_Brief_
Leaving every picture out, please return exactly the lines from the top of the material below through the line with "0 #424242) drop-shadow(-1px", both included.
[[ Information open ]]
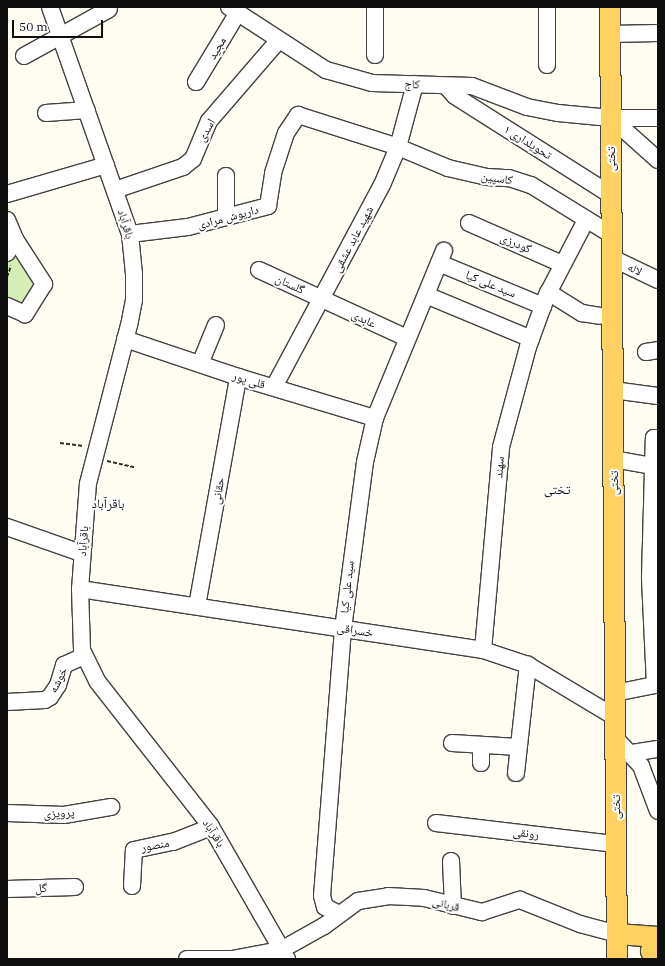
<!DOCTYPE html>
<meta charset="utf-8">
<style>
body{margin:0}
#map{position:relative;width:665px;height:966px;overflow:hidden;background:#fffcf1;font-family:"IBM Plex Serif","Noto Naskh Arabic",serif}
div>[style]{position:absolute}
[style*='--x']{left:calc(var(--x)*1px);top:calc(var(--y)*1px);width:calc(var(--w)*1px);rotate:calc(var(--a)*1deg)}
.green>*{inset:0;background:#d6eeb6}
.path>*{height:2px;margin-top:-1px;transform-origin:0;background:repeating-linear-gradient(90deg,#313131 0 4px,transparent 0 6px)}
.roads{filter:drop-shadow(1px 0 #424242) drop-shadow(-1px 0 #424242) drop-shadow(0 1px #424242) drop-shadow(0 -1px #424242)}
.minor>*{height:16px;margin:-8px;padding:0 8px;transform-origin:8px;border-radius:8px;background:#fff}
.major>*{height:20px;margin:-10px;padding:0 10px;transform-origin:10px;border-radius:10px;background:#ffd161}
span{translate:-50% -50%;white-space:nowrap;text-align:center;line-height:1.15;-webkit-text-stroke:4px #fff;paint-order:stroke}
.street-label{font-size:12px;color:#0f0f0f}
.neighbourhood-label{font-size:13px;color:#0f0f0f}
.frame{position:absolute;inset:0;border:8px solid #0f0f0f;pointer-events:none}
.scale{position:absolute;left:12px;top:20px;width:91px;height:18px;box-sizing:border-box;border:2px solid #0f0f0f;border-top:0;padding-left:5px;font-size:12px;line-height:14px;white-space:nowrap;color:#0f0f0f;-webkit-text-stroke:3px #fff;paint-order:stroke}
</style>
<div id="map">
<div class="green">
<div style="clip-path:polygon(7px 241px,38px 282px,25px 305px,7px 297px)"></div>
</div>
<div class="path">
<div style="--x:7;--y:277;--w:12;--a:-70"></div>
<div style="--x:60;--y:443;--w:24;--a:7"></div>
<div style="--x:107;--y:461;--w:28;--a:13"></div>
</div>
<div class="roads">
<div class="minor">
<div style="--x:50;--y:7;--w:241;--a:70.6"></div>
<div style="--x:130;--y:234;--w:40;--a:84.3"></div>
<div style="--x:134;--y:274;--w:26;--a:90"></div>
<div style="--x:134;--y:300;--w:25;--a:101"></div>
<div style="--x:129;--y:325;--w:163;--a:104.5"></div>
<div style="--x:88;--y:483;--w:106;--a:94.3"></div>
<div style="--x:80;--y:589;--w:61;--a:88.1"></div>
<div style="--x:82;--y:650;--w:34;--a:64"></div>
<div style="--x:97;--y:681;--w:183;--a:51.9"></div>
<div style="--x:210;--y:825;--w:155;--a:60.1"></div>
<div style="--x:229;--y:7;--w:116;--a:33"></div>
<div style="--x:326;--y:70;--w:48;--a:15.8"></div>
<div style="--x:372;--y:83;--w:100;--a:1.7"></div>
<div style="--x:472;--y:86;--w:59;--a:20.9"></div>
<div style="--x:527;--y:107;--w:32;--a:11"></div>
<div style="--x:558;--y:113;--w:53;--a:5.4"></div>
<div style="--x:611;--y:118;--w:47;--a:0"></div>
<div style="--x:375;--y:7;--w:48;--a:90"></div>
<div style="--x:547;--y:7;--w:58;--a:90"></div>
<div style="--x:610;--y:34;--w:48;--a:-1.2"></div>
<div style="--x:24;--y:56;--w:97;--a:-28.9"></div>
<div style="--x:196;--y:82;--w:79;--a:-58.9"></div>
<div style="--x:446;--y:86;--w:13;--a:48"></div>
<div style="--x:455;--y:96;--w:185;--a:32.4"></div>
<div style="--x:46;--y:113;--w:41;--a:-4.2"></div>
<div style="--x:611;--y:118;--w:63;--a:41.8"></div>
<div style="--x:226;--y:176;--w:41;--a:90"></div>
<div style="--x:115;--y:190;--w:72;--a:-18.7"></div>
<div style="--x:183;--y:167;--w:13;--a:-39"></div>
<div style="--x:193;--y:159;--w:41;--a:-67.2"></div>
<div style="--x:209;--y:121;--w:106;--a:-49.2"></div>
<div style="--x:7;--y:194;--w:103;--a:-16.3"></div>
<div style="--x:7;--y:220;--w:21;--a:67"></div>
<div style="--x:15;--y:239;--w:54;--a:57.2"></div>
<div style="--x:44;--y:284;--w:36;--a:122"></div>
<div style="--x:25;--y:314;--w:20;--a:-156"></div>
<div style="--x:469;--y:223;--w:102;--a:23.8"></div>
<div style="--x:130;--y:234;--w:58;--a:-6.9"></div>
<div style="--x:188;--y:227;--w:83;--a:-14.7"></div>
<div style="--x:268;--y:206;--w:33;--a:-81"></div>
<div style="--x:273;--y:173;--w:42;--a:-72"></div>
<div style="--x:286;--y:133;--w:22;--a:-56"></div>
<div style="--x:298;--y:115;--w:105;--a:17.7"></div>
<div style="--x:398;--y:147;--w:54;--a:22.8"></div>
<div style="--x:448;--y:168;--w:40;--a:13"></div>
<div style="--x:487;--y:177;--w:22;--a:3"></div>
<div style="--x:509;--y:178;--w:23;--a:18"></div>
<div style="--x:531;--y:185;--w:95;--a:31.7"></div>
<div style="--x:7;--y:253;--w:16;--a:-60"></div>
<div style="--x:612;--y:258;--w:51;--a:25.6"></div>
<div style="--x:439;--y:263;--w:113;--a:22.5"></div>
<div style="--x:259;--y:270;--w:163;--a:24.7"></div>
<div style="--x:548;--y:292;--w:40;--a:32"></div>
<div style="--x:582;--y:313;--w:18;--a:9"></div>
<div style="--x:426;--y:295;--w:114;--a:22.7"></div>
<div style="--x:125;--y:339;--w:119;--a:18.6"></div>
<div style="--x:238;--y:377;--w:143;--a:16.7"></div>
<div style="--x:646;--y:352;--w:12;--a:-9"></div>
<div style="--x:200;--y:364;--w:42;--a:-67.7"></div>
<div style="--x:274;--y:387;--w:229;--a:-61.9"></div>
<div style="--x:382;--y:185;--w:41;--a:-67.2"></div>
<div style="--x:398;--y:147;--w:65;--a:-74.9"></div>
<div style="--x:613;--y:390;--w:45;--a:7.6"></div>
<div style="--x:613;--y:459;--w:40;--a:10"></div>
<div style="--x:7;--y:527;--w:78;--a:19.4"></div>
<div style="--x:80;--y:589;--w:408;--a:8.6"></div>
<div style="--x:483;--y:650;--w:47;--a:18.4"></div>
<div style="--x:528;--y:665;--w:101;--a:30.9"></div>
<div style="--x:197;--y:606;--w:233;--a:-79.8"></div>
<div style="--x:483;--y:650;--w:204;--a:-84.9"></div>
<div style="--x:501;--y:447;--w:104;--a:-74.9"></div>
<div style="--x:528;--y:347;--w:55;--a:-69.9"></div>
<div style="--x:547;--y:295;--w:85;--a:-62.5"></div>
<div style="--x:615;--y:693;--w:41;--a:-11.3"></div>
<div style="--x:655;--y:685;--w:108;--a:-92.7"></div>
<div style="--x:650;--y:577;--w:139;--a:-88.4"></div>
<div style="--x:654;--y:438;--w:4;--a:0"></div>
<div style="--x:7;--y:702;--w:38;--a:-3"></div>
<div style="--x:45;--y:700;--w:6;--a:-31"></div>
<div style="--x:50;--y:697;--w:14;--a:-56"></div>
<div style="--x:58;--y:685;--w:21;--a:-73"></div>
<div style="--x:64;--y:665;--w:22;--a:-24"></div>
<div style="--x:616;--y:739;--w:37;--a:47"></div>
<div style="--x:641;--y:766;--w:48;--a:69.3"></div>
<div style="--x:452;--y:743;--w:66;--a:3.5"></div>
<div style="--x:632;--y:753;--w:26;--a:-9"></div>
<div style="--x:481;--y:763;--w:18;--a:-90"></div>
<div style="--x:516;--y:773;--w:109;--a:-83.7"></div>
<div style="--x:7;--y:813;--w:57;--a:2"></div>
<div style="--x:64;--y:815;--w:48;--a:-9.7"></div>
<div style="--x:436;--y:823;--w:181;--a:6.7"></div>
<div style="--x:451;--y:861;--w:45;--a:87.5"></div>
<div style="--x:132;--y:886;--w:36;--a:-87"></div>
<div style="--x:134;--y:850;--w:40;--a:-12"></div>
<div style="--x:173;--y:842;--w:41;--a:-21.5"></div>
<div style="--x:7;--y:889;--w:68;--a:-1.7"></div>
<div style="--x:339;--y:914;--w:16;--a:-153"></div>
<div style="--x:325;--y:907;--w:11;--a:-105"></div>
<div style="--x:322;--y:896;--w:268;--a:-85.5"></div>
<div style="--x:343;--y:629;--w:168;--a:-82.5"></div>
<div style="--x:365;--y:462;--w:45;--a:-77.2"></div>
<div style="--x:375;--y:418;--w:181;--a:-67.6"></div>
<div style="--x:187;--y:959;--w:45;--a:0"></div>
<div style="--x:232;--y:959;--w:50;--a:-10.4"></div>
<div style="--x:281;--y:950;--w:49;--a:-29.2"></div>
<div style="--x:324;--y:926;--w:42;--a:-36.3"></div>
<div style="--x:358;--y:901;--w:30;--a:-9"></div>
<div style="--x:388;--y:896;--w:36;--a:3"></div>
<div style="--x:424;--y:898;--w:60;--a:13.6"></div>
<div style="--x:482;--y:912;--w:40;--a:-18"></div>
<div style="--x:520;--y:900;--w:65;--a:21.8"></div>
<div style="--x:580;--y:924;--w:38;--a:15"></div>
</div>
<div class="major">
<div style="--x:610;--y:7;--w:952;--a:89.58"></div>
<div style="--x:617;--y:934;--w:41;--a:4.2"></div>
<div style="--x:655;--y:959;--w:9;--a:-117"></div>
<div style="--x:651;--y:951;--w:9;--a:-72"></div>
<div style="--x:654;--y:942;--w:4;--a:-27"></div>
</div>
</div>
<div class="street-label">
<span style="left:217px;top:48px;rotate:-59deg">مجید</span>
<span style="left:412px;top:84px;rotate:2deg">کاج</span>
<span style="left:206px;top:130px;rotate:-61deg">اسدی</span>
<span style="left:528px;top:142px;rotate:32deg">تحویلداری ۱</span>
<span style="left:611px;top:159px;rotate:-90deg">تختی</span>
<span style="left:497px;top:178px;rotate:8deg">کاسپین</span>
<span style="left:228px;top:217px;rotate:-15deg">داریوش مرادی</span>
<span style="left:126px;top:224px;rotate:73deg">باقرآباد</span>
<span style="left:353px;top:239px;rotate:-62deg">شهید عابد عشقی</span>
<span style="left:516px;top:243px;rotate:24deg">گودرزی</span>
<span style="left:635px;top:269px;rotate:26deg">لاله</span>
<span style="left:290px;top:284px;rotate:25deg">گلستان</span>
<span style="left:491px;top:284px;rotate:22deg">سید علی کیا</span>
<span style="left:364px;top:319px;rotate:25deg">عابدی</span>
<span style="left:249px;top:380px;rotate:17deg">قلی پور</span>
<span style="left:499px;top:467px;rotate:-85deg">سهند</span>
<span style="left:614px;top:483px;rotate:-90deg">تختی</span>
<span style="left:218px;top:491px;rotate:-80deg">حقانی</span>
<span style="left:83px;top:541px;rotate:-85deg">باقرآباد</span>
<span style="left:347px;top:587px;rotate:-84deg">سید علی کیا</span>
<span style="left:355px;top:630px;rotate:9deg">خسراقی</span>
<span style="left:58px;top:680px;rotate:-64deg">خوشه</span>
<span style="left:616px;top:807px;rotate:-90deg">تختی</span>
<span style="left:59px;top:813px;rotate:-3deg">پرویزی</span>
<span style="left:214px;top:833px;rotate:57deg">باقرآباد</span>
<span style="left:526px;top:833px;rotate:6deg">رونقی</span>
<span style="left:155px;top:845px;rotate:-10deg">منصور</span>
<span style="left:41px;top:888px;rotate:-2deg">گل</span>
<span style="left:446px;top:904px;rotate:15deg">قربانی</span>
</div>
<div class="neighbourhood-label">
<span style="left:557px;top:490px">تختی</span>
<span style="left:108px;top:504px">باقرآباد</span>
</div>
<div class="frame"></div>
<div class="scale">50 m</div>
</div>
[[ Information closed ]]
_Task answer_
<!DOCTYPE html>
<meta charset="utf-8">
<style>
body{margin:0}
#map{position:relative;width:665px;height:966px;overflow:hidden;background:#fffcf1;font-family:"IBM Plex Serif","Noto Naskh Arabic",serif}
div>[style]{position:absolute}
[style*='--x']{left:calc(var(--x)*1px);top:calc(var(--y)*1px);width:calc(var(--w)*1px);rotate:calc(var(--a)*1deg)}
.green>*{inset:0;background:#d6eeb6}
.path>*{height:2px;margin-top:-1px;transform-origin:0;background:repeating-linear-gradient(90deg,#313131 0 4px,transparent 0 6px)}
.roads{filter:drop-shadow(1px 0 #424242) drop-shadow(-1px 0 #424242) drop-shadow(0 1px #424242) drop-shadow(0 -1px #424242)}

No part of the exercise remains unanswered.